* What to do:
Each line of the records that holds "compass" should be shown in full.
*** Opening Data under study ***
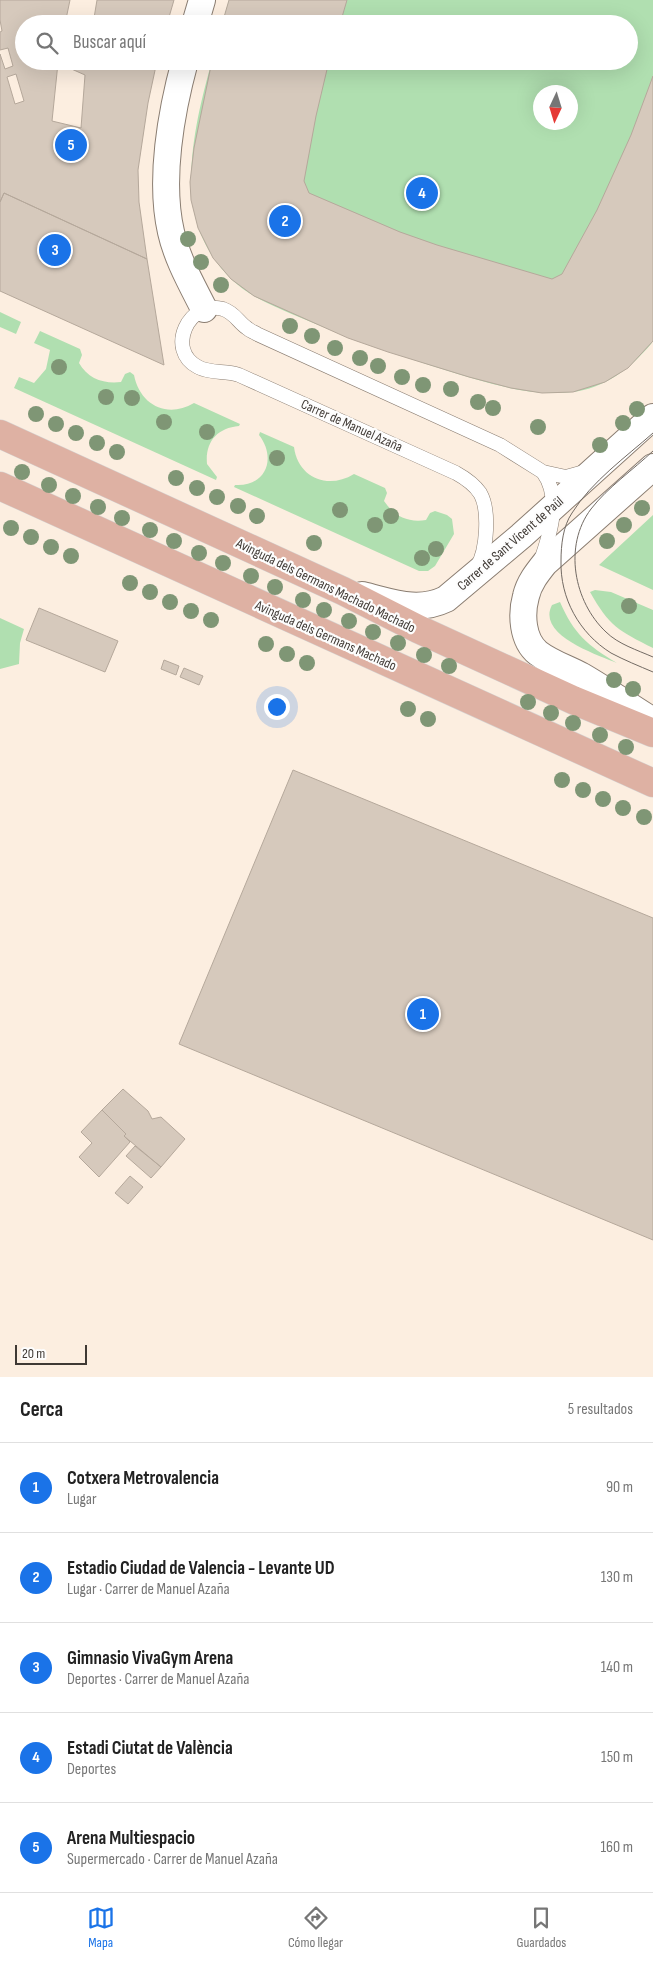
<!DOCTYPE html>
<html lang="es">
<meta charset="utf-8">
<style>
:root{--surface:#fff;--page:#f6f6f6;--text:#222;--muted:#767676;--line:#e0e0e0;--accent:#1a73e8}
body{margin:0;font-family:"Sofia Sans Condensed",sans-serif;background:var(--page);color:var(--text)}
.compass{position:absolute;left:533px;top:85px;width:45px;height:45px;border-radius:50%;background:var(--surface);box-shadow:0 5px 20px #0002;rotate:184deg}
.scale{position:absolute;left:15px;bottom:12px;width:72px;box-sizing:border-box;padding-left:5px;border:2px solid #3f3934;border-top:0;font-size:14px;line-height:18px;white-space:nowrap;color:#3f3934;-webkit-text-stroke:4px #fdfdfd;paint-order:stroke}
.you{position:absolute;left:276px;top:706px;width:18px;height:18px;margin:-12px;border:4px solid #fff;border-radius:50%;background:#1a73e8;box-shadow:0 0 0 8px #1a73e833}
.badge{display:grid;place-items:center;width:32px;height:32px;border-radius:50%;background:var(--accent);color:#fff;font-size:16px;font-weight:700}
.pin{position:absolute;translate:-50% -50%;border:2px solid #fff;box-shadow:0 1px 5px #0006}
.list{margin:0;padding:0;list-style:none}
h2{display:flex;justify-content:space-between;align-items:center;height:65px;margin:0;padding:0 20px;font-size:21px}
h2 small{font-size:16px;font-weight:400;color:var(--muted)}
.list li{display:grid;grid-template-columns:32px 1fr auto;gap:15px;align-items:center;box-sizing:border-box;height:90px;padding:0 20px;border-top:1px solid var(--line)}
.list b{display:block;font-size:19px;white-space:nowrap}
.list p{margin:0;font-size:16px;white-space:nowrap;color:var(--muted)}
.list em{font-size:16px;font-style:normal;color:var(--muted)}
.icon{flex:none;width:28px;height:28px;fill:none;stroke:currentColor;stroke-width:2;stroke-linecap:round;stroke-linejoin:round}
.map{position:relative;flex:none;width:653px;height:1377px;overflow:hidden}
.search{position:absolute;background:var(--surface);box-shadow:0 5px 20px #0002;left:15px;right:15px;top:15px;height:55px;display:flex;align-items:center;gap:12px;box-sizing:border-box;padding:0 18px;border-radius:28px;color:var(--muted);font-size:19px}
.sheet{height:515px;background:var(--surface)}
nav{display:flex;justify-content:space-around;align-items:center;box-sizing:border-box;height:70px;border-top:1px solid var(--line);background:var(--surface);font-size:14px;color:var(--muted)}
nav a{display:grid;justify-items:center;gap:2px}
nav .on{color:var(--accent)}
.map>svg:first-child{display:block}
.green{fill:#b0dfb0;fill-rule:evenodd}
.building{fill:#d6c9bc;stroke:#b5a89b;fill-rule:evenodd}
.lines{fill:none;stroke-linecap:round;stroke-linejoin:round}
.service-casing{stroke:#8a7d71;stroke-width:15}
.minor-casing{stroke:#8a7d71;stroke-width:28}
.primary-casing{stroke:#d5d3d2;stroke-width:29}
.service{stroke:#fff;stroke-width:14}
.minor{stroke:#fff;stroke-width:26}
.primary{stroke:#deb1a3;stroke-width:28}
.tram{stroke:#726a63;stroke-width:1}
.tree{fill:#7f9675}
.labels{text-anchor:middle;stroke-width:4.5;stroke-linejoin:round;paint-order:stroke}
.street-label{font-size:14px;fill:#3f3934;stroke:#fdfdfd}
</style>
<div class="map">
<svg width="653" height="1377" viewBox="0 0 653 1377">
<rect width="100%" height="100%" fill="#fceee0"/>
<path class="green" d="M229 0H653V341L651 344C631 368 604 389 572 392 528 397 484 382 442 369 398 355 354 340 311 322 288 312 263 303 243 289 226 276 212 259 203 239 179 188 197 114 212 61H629V24H222ZM540 92H570V122H540Z
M0 312 21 322 16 334 0 327Z
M40 331 80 349 82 355 79 363C88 379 104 384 121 382L125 374 130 372 134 375C140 405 167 419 194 403L240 424 239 426C217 428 205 442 207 464L217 477 216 480 14 388 19 377 34 383 46 369 50 350 34 343Z
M260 432 294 447C298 478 328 490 354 474L385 488 387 493 384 501C394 516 408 523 426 520L430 513 435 511 447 515 452 519 454 534 435 566 428 571H419L234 487 235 485C266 487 277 458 259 435Z
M653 515V590L599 565Z
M595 590 611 592 653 610V648C619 631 609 626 590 592Z
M560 602C574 634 587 645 617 663 598 655 536 635 552 605Z
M0 618 24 629 20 643 19 664 0 669Z"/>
<path class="building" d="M0 0H70L65 24H24V61H72L86 68 87 61H157L148 103 138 170 139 202 147 259 4 193 0 202V54L5 69 13 66 8 48 0 50V32L2 31 0 20ZM58 63 85 75 81 128 52 121ZM16 74 24 101 15 104 7 77Z
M97 0H174L167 24H93Z
M229 0H347L340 24H222Z
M212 61H329L316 116 304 181 309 193 400 232 437 245 552 279 562 274 597 210 631 135 653 76V341L628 368 605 382 573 392 542 393 511 388 469 377 388 352 348 338 254 296 231 279 213 258 198 228 191 200 190 182 194 148Z
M4 193 147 259 164 365 0 291V202Z
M39 608 118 641 105 672 26 640Z
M164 660 179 666 176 675 161 669Z
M184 668 203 676 199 685 180 677Z
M293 770 653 918V1240L179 1044Z
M123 1089 148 1111 152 1119 161 1117 185 1139 161 1167 124 1136 126 1134 102 1110Z
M102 1110 126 1134 124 1136 130 1142 99 1177 79 1157 92 1143 81 1132Z
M135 1146 161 1167 151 1178 126 1156Z
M130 1176 143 1187 128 1204 115 1193Z"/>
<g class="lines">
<defs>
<path id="service" d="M540 563C550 535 562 498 543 472
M477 567C487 551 490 510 480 493 474 484 465 478 456 473L239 375C226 370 211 374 198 367 165 350 189 299 223 309 235 313 238 322 247 328 250 331 254 332 257 334L500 445 543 472 566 477 584 472"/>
<path id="minor" d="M195 24 202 0
M185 61C171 112 159 180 171 232 177 259 192 285 204 309
M653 467 545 563C537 573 529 583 526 596 521 614 522 640 538 653 551 663 567 668 582 676 606 690 629 706 653 721
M362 595C392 602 417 613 446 599L521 536 653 417"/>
<path id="primary" d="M0 434 343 591 418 629 573 700 653 733
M0 486 653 783"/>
</defs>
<use href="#service" class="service-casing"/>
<use href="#minor" class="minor-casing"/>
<use href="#primary" class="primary-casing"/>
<use href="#service" class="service"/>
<use href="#minor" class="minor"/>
<use href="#primary" class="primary"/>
<path class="tram" d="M653 433C626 457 592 481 572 513 563 526 561 545 561 561 560 598 579 633 611 653 624 660 639 666 653 672
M653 451C633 470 608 487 591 509 563 546 574 602 606 632 618 644 637 650 653 657"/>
</g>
<g class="tree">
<circle cx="188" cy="239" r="8"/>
<circle cx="201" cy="262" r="8"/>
<circle cx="221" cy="285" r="8"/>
<circle cx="290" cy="326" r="8"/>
<circle cx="312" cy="336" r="8"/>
<circle cx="335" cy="348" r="8"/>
<circle cx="360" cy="358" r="8"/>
<circle cx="378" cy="366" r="8"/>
<circle cx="59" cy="367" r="8"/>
<circle cx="402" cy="377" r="8"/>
<circle cx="423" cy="385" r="8"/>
<circle cx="451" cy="389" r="8"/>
<circle cx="106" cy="397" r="8"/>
<circle cx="132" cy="398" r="8"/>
<circle cx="478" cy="402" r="8"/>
<circle cx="493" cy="408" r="8"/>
<circle cx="637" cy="409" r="8"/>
<circle cx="36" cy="414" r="8"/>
<circle cx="164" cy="422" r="8"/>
<circle cx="623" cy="423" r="8"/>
<circle cx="56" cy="424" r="8"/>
<circle cx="538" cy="427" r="8"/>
<circle cx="207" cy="432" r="8"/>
<circle cx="76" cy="433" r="8"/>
<circle cx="97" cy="443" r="8"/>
<circle cx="600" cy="445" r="8"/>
<circle cx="117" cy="452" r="8"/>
<circle cx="277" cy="458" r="8"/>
<circle cx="22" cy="472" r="8"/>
<circle cx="176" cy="478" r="8"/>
<circle cx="49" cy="485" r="8"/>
<circle cx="197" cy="488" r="8"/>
<circle cx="73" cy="496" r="8"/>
<circle cx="217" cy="497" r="8"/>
<circle cx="238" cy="506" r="8"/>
<circle cx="98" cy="507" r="8"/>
<circle cx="642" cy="508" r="8"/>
<circle cx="340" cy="510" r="8"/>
<circle cx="257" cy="516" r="8"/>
<circle cx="391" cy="516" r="8"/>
<circle cx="122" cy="518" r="8"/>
<circle cx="375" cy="525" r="8"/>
<circle cx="624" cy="525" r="8"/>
<circle cx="11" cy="528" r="8"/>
<circle cx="150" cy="530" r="8"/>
<circle cx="31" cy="537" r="8"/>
<circle cx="174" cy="541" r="8"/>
<circle cx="607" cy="541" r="8"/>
<circle cx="314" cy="543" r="8"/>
<circle cx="51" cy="547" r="8"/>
<circle cx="436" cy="549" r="8"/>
<circle cx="199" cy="553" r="8"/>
<circle cx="71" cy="556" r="8"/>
<circle cx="422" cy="558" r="8"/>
<circle cx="223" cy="563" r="8"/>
<circle cx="251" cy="576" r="8"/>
<circle cx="130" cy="583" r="8"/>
<circle cx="275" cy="587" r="8"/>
<circle cx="150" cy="592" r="8"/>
<circle cx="303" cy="600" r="8"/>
<circle cx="170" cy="602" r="8"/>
<circle cx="629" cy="606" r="8"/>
<circle cx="324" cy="610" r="8"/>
<circle cx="191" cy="611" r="8"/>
<circle cx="211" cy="620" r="8"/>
<circle cx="349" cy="621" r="8"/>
<circle cx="373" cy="632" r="8"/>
<circle cx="398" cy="643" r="8"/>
<circle cx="266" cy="644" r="8"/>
<circle cx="287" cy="654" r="8"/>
<circle cx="424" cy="655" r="8"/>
<circle cx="307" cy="663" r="8"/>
<circle cx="449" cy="666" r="8"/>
<circle cx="614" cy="680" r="8"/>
<circle cx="633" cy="689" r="8"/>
<circle cx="528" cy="702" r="8"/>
<circle cx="408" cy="709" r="8"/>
<circle cx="551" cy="713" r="8"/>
<circle cx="428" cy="719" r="8"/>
<circle cx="573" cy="723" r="8"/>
<circle cx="600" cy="735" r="8"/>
<circle cx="626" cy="747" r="8"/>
<circle cx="562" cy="780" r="8"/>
<circle cx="583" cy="790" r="8"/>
<circle cx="603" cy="799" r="8"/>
<circle cx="623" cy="808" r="8"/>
<circle cx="644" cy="817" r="8"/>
</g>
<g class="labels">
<g class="street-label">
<text transform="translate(352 425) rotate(24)" y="5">Carrer de Manuel Azaña</text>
<text transform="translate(510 543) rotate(-41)" y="5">Carrer de Sant Vicent de Paül</text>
<text transform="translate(326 585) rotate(26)" y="5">Avinguda dels Germans Machado Machado</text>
<text transform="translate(326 635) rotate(24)" y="5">Avinguda dels Germans Machado</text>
</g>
</g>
</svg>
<svg class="compass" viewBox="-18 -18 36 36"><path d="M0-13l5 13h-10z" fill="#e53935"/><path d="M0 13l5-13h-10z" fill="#767676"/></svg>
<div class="scale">20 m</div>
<div class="you"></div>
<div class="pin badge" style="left:423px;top:1014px">1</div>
<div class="pin badge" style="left:285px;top:221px">2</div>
<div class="pin badge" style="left:55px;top:250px">3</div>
<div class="pin badge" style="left:422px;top:193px">4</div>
<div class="pin badge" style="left:71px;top:145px">5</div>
<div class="search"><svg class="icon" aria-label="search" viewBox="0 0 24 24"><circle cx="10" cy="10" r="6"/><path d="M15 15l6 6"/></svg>Buscar aquí</div>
</div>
<section class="sheet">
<h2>Cerca<small>5 resultados</small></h2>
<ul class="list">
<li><span class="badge">1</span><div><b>Cotxera Metrovalencia</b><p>Lugar</p></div><em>90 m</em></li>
<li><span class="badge">2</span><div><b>Estadio Ciudad de Valencia - Levante UD</b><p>Lugar · Carrer de Manuel Azaña</p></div><em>130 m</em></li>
<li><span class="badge">3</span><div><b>Gimnasio VivaGym Arena</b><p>Deportes · Carrer de Manuel Azaña</p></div><em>140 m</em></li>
<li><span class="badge">4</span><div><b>Estadi Ciutat de València</b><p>Deportes</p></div><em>150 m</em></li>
<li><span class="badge">5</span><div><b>Arena Multiespacio</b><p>Supermercado · Carrer de Manuel Azaña</p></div><em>160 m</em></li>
</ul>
</section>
<nav>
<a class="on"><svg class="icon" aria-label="map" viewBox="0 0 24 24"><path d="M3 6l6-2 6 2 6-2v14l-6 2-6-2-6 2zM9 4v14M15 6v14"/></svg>Mapa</a>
<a><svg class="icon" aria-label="directions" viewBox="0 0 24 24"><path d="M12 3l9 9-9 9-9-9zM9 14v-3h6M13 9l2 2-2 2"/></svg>Cómo llegar</a>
<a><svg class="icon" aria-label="saved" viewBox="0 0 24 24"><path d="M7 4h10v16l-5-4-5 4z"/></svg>Guardados</a>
</nav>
*** Closing Data under study ***
* Output of the task:
.compass{position:absolute;left:533px;top:85px;width:45px;height:45px;border-radius:50%;background:var(--surface);box-shadow:0 5px 20px #0002;rotate:184deg}
<svg class="compass" viewBox="-18 -18 36 36"><path d="M0-13l5 13h-10z" fill="#e53935"/><path d="M0 13l5-13h-10z" fill="#767676"/></svg>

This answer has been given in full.